# Sticky  BCM Wiring Harness Chafing



## GTO JUDGE (May 14, 2005)

Checking to make sure your BCM wiring harness is not chafing: 

If one removes the glove box, the BCM is visible behind and up to the left under the dash. Behind the glove box once it's removed you will see a metal bracket that runs parallel to the dash with a notch cut out on the right side.

The cable that runs to the BCM runs vertically (which is hidden behind the glove box but visible one its removed) to it but as many have reported I was told, the wiring harness rests against the bracket at that notched cut out. From vibration and over time it chafes against the metal causing the casing to wear through exposing bare wires, some have reported BCM issues and this was found the chafing to be the culprit. A few in our club took their glove box apart and found their wires were chafing as well. My BCM was changed years ago and the new one installed the wires were not in contact. 

The fix: Some have added rubber tubing to help insulate it. Although I had no issue and since my glove box was removed, I wire tied the harness to: If you look over at the fender from inside the glove box area there is a round bracket or brace that runs vertical in front of the fender. I wire tied the harness to that bracket just as a precaution. This allows ample room between the wiring harness and that bracket.

To remove the glove box: With the glove box open, look to the left side wall of the interior you will notice a rubber plug about about 1-1/2" long. Carefully pry this off while holding the glove box. There is an identical plug on the right hand side, leave that one alone. Once the plug is removed the glove box will open downward, twist it gently upwards to the right, the glove box will release from a plastic stud sticking out of the dash on the Left hand side. Remove the glove box. To reinstall reverse the order making sure you properly seat that plug, it may take a couple of tries as it must snap all the way in or it will be misaligned.


----------



## 6QTS11OZ (Mar 27, 2005)

I recently starting having problems with my gauge cluster and decided to check my wiring since it's been known that some issues with the cluster was a result of the worn through wiring of the BCM harness. Well yesterday I checked mine and sure enough the wires were not only visible but the bracket had cut through the insulation exposing bare wires. I shoved a piece of foam between the bracket and the harness which will prevent the problem from happening again. 

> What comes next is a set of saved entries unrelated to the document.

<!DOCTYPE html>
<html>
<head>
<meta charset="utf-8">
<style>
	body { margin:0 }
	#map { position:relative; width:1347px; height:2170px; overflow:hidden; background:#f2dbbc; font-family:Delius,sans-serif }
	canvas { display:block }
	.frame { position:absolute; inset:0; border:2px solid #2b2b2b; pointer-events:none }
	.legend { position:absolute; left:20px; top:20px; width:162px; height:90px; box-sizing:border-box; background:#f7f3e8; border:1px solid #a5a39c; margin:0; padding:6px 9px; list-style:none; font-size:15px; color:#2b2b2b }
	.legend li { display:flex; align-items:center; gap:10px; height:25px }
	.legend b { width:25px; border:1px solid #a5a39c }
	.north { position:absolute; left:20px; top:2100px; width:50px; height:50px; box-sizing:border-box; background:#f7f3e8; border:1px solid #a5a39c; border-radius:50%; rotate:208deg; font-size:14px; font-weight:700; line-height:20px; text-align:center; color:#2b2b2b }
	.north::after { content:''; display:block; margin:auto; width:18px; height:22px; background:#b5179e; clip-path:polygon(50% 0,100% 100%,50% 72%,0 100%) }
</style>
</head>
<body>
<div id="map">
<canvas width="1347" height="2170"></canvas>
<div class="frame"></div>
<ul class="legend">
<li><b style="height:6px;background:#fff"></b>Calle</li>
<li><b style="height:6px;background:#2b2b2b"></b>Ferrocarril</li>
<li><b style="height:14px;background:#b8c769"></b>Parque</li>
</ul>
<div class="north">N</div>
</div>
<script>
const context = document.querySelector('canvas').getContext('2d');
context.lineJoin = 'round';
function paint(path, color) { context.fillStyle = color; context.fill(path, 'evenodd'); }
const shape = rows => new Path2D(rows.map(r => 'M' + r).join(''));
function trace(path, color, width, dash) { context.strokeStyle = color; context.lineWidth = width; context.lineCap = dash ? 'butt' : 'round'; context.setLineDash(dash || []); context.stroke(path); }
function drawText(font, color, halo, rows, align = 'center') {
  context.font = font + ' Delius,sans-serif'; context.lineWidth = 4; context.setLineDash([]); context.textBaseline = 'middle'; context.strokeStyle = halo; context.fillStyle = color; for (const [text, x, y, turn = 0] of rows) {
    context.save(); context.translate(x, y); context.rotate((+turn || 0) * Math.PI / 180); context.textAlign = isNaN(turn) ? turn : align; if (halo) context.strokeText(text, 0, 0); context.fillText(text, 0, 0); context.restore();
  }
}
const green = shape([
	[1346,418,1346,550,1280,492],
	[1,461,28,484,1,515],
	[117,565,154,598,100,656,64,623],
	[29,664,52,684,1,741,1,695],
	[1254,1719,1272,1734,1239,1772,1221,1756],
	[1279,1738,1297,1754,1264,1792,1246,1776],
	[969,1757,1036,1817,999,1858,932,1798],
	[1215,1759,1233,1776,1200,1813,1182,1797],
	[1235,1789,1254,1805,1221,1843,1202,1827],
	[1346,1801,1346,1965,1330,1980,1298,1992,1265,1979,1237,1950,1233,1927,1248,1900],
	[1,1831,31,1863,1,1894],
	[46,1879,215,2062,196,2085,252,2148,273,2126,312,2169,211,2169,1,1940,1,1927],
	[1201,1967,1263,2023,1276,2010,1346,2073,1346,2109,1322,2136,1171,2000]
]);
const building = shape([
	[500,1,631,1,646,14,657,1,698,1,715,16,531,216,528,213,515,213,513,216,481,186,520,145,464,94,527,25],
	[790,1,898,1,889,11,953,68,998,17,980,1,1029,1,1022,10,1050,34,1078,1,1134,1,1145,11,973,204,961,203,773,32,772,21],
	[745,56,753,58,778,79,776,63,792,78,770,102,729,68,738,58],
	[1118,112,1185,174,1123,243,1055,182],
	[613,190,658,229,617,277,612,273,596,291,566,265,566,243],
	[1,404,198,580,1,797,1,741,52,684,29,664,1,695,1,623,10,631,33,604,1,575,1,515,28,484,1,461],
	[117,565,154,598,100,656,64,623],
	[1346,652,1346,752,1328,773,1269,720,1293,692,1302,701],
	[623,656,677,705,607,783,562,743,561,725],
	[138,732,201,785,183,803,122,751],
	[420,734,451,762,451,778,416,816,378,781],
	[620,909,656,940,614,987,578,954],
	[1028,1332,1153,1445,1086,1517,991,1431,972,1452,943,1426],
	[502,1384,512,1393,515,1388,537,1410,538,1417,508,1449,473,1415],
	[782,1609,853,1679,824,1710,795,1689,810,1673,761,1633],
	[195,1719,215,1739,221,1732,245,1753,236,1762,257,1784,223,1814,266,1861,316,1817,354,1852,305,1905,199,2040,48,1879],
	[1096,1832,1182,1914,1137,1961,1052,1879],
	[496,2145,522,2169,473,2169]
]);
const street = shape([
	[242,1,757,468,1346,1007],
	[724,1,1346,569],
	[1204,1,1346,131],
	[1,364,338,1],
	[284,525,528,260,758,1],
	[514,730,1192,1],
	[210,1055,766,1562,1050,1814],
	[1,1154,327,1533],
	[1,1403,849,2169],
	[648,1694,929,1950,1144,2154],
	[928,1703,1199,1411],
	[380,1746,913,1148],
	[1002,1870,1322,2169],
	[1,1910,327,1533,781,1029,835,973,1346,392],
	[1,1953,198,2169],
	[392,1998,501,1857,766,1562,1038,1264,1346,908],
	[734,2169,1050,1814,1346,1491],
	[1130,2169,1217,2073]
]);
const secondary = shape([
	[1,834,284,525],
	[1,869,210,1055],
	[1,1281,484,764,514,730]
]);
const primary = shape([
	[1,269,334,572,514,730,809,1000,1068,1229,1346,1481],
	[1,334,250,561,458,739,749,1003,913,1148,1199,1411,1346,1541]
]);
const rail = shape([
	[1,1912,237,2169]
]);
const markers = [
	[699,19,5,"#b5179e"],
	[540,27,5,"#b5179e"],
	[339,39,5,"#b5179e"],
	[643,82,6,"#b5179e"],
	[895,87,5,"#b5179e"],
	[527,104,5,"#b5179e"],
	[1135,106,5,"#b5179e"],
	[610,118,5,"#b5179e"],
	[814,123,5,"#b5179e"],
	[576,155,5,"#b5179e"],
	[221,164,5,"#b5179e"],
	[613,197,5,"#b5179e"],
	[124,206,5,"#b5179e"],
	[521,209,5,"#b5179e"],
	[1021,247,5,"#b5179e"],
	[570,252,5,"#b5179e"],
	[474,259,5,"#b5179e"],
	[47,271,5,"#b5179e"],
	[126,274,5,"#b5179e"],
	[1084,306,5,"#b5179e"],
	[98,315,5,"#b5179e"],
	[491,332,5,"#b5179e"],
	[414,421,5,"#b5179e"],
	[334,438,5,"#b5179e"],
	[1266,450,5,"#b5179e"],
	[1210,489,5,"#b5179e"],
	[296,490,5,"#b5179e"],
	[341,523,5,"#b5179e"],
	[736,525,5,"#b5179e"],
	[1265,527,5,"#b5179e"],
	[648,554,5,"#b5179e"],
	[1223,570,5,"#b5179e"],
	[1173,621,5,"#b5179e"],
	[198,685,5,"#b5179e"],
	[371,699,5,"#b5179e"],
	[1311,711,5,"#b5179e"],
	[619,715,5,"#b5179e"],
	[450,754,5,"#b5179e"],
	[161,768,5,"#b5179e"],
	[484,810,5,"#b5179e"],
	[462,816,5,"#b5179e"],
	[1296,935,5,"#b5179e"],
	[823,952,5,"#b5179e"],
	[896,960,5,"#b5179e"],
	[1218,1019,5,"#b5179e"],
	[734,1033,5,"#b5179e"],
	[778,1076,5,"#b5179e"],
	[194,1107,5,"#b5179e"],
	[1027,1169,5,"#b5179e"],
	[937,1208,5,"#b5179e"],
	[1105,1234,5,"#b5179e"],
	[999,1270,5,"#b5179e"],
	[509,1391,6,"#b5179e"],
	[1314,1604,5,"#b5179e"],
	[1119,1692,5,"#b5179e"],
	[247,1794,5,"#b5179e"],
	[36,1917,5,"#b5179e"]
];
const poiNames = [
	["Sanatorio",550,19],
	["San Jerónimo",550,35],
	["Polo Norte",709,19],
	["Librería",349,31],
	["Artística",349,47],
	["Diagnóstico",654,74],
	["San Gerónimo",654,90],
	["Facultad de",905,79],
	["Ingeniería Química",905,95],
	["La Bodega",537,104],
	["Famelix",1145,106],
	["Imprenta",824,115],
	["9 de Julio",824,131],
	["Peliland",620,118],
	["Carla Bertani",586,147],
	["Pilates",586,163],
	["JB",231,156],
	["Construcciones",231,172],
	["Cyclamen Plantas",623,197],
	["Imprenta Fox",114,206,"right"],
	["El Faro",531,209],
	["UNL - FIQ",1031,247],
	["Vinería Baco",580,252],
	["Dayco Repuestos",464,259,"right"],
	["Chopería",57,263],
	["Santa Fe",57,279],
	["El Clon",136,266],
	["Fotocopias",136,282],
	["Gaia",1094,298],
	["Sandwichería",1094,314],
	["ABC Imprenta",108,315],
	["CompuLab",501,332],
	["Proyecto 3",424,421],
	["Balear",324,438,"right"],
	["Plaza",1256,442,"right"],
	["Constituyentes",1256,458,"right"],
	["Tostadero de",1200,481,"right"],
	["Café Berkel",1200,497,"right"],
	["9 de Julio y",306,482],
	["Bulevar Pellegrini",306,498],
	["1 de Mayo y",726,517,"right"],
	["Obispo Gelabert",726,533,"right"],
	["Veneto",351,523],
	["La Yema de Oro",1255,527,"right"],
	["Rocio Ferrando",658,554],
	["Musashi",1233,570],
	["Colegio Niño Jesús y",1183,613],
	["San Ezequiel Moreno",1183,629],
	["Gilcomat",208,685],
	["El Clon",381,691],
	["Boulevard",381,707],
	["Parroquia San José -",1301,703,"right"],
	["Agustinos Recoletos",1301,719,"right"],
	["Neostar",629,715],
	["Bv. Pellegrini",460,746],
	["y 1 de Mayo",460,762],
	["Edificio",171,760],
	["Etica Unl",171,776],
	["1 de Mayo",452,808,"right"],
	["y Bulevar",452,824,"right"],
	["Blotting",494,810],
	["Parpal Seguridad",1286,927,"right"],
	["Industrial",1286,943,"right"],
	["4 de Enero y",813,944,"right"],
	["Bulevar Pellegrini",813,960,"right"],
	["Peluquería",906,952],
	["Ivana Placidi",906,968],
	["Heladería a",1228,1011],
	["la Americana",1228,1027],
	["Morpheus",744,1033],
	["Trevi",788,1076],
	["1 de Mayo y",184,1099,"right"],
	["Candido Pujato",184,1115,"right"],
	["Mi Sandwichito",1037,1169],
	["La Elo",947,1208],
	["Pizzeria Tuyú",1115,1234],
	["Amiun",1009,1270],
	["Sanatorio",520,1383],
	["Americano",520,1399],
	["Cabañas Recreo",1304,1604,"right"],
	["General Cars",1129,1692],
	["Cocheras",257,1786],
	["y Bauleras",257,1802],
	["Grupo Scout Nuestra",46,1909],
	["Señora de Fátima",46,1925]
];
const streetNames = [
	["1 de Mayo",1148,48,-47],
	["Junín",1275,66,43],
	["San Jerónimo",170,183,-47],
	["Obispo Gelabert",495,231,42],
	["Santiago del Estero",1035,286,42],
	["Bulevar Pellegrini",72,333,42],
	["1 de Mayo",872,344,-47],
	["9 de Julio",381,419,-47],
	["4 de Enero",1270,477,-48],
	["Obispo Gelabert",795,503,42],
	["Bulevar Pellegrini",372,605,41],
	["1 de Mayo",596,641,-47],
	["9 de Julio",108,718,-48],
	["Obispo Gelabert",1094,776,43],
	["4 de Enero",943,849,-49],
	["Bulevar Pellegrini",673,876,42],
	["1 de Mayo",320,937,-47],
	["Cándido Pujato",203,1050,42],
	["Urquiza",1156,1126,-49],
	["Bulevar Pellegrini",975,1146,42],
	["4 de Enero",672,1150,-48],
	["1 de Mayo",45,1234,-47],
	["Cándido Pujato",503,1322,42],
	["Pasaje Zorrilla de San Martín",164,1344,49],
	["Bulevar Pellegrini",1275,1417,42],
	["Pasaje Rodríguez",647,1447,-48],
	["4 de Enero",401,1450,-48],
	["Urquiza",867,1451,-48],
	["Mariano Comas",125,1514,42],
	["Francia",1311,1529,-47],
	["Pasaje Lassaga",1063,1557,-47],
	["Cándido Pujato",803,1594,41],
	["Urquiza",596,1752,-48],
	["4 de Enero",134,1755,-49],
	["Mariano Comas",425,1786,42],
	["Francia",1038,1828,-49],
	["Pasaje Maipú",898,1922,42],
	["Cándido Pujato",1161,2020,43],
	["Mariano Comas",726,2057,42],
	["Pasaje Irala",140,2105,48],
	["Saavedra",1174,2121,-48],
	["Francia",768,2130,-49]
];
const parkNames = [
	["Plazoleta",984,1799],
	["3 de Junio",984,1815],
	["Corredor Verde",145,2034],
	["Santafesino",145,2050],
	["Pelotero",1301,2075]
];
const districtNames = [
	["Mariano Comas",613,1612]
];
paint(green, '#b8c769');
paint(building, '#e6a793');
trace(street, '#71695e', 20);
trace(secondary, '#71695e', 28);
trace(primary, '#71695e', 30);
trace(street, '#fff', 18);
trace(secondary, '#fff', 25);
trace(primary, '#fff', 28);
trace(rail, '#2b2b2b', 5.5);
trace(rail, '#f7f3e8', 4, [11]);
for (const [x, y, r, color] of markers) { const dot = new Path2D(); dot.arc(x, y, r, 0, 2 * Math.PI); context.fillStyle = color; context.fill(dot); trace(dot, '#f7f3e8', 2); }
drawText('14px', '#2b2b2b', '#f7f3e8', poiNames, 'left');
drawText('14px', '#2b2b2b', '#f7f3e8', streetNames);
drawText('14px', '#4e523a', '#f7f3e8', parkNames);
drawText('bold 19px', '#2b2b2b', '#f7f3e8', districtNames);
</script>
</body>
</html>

To add to Judge's post, here are some photos from another site that shows exactly what Judge and I are talking about. In the first photo on the lower-right hand side you will see the clip that you will have to pull the glove box from as Jugde explained before you can remove it from the left side.




























Everyone should check their's regardless of what year your GTO is. Even if you're not having any problems now you still should check 'em out before problems do occur.


----------



## svede1212 (Nov 1, 2005)

Anybody that doesn't have a problem _*WILL*_ have a problem. Consider yourself warned.


----------



## rtsoul (Feb 6, 2009)

I just checked this on mine. 74K miles and I had just a hint of the chaffing. I wrapped it up just in case. I don't even want to know how much it would be to replace the BCM.








And my temp fix. I'll put hose over it later.


----------



## stringsof12 (Sep 30, 2013)

rtsoul said:


> I just checked this on mine. 74K miles and I had just a hint of the chaffing. I wrapped it up just in case. I don't even want to know how much it would be to replace the BCM.
> 
> 
> 
> ...


What size tubing do you think would fit over that? half inch or full 1 inch?


----------



## Rukee (Feb 8, 2007)

Looks like maybe a piece of 3/4" heater hose would work good.


----------



## xfasteddiex (Feb 6, 2016)

bought my first gto today ill take a look at that tomorrow thanks for the heads up!


----------



## one2burn (May 11, 2010)

GTO JUDGE said:


> Checking to make sure your BCM wiring harness is not chafing:
> 
> If one removes the glove box, the BCM is visible behind and up to the left under the dash. Behind the glove box once it's removed you will see a metal bracket that runs parallel to the dash with a notch cut out on the right side.
> 
> ...


Hi, I have had this drain problem on my 06 battery also, totally stock 60 thousand on it checked the harness got lucky there no cutting going to do the piece of rubber hose and zip ties thank you for that, so I'm checking draw with the negative off across my meter and find that all the 60 amp large square fuses under the hood are drawing with everything in the car off between pulling the main and the engine fuse stops the draw the lightning fuse has some draw also but drops off when the other two are pulled. So reading about the BCM sleeping and remembering why the little relay for the running lights was missing from the rack ( because I'm so smart I pulled it to keep the lights from coming on ) I dug it out from the console and put it back in. Tested the battery this morning after disconnecting the battery last night and putting the deltron gel charger on it, red top gel battery light was solid green on it this morning, tested voltage 12.9 ok started the car fired off no problem no abs flash got 15.1 alt is ok by that I'm guessing might be a little high but now I've shut it off and going to leave it a half day come back to it and check fuse draw on inside and under hood before unlocking or opening doors left windows open to crawl in and depressed pin on grill for hood locked it down left hood open. 
Now I was wondering if anyone else has pulled that brain child move and caused the same reaction, the BCM possibly going to sleep because of pulling the running lamp relay and not completing a circuit, also is there a specific fuse that in line with the BCM that I could test to make sure its sleeping or bad one thing I read was they could be set correctly by using a GM tec2 for a time delay is that true. Thank you for you time any any help.


----------



## one2burn (May 11, 2010)

Sorry that was BCM Not going to sleep just reread post


----------